→ **Your goal**: If a line in the entries contains the string "linejoin", include that line in your answer.

Stored data
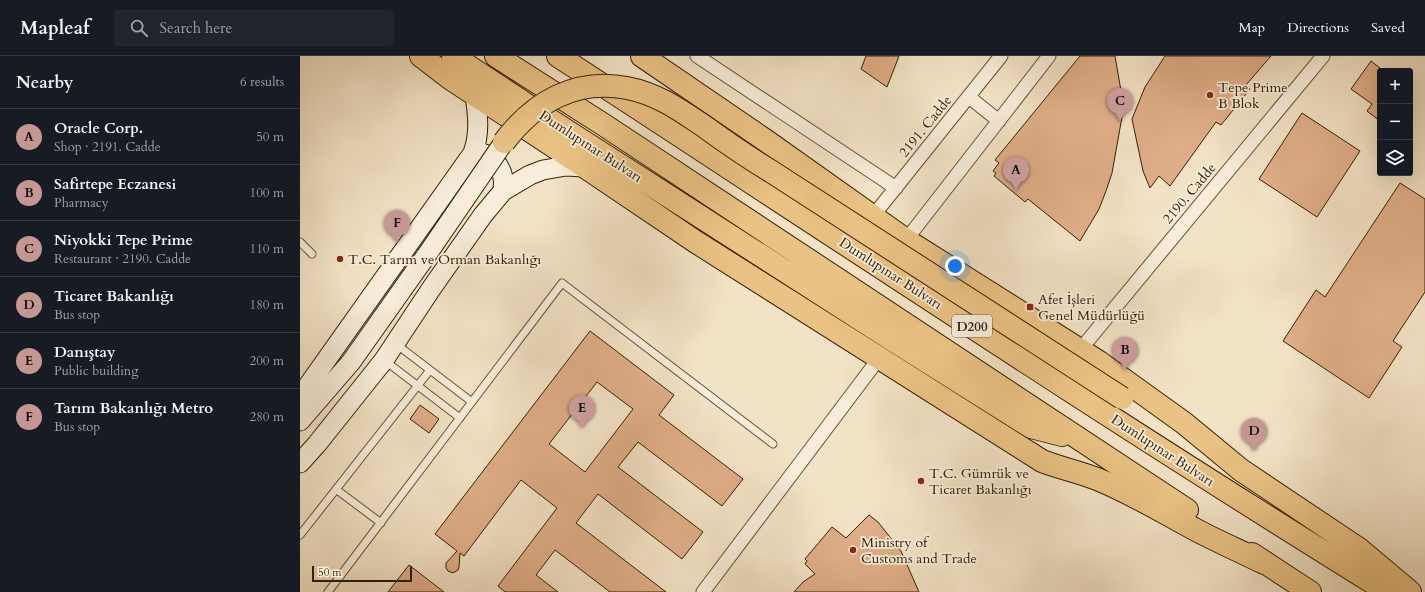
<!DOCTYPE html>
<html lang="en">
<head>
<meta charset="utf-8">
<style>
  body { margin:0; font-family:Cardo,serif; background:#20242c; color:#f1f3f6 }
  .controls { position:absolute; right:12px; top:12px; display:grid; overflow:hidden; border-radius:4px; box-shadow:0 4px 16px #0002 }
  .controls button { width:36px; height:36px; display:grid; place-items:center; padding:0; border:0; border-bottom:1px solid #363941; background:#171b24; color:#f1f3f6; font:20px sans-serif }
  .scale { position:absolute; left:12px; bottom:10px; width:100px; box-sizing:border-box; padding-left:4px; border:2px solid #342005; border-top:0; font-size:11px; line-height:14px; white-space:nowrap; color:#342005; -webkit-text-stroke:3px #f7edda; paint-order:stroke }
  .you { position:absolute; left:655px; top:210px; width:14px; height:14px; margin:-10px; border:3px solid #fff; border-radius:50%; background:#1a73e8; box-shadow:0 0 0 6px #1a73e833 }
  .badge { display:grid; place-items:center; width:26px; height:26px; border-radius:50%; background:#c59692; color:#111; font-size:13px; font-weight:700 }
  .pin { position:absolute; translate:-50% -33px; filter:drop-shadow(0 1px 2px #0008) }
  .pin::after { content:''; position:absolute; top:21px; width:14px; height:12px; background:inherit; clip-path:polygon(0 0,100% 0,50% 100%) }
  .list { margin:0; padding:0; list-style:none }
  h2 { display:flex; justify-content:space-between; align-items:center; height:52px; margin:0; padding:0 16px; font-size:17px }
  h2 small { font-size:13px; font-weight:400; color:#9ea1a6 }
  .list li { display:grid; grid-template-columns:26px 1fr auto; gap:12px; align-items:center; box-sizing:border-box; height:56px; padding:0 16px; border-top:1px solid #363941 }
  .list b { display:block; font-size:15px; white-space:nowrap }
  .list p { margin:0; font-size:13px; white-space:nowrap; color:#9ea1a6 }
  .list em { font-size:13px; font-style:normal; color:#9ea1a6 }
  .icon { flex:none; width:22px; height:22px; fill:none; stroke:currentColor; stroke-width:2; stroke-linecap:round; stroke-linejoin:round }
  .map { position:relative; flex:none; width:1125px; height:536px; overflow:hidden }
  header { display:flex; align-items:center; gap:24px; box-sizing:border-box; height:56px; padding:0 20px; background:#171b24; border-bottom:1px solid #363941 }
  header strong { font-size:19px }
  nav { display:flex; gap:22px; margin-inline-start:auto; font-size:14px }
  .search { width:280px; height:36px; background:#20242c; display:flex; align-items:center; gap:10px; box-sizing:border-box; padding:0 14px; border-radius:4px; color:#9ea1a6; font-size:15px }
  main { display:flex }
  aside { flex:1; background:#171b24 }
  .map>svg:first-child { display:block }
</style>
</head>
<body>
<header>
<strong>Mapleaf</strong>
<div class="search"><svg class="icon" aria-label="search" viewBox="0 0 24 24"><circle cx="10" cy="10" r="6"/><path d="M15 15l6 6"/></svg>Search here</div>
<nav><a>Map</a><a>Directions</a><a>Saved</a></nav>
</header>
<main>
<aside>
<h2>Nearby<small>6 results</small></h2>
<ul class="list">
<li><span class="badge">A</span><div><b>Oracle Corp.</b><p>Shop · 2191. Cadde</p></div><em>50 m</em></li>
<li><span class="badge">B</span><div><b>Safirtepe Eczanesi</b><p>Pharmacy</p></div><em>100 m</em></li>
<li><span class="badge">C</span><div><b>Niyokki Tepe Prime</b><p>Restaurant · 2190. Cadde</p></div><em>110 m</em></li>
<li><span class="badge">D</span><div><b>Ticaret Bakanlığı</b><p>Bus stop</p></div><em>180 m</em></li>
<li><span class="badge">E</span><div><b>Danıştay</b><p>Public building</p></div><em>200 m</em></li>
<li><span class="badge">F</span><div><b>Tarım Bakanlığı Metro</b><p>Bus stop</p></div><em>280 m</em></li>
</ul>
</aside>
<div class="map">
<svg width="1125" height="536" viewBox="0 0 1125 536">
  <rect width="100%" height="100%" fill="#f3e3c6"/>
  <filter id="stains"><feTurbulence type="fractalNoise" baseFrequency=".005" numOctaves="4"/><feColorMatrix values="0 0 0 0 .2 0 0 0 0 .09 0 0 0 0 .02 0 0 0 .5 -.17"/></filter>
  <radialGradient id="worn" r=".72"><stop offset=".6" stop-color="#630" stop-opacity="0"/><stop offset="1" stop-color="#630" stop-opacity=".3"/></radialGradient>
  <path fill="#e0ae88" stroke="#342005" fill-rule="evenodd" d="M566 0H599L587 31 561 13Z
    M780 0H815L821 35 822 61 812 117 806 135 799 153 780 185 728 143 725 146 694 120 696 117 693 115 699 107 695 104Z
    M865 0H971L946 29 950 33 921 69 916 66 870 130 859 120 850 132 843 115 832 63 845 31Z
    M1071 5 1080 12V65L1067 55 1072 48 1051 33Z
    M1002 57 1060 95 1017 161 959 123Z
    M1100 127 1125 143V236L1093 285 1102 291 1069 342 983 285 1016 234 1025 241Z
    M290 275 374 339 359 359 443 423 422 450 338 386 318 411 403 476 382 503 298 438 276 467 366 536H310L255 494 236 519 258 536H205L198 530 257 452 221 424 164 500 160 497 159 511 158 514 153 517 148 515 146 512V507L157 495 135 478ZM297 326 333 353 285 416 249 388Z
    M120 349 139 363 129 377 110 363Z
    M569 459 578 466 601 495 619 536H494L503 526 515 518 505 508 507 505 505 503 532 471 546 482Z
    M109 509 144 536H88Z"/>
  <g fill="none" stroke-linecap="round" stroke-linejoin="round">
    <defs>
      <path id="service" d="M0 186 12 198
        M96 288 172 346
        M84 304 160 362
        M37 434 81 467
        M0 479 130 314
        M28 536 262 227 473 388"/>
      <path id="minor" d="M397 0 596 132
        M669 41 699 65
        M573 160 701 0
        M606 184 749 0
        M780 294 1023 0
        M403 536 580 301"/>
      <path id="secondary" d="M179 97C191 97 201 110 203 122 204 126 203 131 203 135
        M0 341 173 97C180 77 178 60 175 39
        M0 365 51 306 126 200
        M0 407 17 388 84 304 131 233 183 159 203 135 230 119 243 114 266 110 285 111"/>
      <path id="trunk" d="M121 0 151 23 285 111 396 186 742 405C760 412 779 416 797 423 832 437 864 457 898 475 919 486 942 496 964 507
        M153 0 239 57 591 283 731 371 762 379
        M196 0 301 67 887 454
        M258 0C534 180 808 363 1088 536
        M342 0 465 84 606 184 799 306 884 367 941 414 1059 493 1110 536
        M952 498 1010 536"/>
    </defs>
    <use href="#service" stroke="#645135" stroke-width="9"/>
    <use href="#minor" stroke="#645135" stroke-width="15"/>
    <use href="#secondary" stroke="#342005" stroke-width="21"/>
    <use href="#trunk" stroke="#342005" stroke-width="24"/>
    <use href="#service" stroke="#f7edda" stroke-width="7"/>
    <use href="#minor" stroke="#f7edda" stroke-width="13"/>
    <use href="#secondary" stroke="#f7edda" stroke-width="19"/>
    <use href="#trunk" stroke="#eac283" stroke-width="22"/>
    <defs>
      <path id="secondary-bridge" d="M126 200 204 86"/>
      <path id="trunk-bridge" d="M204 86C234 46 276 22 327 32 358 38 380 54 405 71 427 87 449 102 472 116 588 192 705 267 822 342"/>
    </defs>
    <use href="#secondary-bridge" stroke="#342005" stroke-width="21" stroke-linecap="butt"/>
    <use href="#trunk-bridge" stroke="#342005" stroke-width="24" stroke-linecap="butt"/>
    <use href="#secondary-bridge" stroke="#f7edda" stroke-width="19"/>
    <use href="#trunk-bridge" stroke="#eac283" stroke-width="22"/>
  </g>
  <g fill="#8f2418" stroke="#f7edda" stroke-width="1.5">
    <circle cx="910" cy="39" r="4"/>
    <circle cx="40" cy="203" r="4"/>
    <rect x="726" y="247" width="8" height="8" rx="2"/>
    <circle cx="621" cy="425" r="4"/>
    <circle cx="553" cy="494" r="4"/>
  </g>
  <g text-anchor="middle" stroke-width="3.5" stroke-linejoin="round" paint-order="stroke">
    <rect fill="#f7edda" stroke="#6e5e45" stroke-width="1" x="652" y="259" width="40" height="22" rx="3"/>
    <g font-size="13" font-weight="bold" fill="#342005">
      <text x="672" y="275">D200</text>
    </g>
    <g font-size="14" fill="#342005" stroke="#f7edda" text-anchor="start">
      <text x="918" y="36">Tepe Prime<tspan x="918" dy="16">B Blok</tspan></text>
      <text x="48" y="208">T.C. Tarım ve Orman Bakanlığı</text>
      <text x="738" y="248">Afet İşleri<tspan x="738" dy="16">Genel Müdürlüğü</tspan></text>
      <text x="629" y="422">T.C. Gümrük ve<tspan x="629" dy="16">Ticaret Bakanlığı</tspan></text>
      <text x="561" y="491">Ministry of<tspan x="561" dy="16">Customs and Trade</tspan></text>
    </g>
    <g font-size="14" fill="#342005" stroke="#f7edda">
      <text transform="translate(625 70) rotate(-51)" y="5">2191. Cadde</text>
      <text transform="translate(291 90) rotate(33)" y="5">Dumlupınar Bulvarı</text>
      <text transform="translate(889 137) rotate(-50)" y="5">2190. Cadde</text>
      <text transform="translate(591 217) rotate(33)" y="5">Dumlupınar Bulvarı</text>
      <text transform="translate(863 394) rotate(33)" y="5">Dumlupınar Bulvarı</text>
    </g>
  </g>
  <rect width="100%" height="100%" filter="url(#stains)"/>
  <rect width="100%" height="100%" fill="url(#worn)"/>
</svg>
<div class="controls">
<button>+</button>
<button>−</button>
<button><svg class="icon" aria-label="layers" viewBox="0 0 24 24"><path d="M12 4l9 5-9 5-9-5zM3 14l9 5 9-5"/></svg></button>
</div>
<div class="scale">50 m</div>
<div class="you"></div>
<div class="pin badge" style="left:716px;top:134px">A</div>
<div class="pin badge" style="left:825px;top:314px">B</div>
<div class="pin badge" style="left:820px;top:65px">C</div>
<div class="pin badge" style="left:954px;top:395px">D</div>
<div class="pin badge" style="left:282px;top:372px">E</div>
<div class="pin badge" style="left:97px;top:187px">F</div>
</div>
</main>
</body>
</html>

→ **Answer area**:
  .icon { flex:none; width:22px; height:22px; fill:none; stroke:currentColor; stroke-width:2; stroke-linecap:round; stroke-linejoin:round }
  <g fill="none" stroke-linecap="round" stroke-linejoin="round">
  <g text-anchor="middle" stroke-width="3.5" stroke-linejoin="round" paint-order="stroke">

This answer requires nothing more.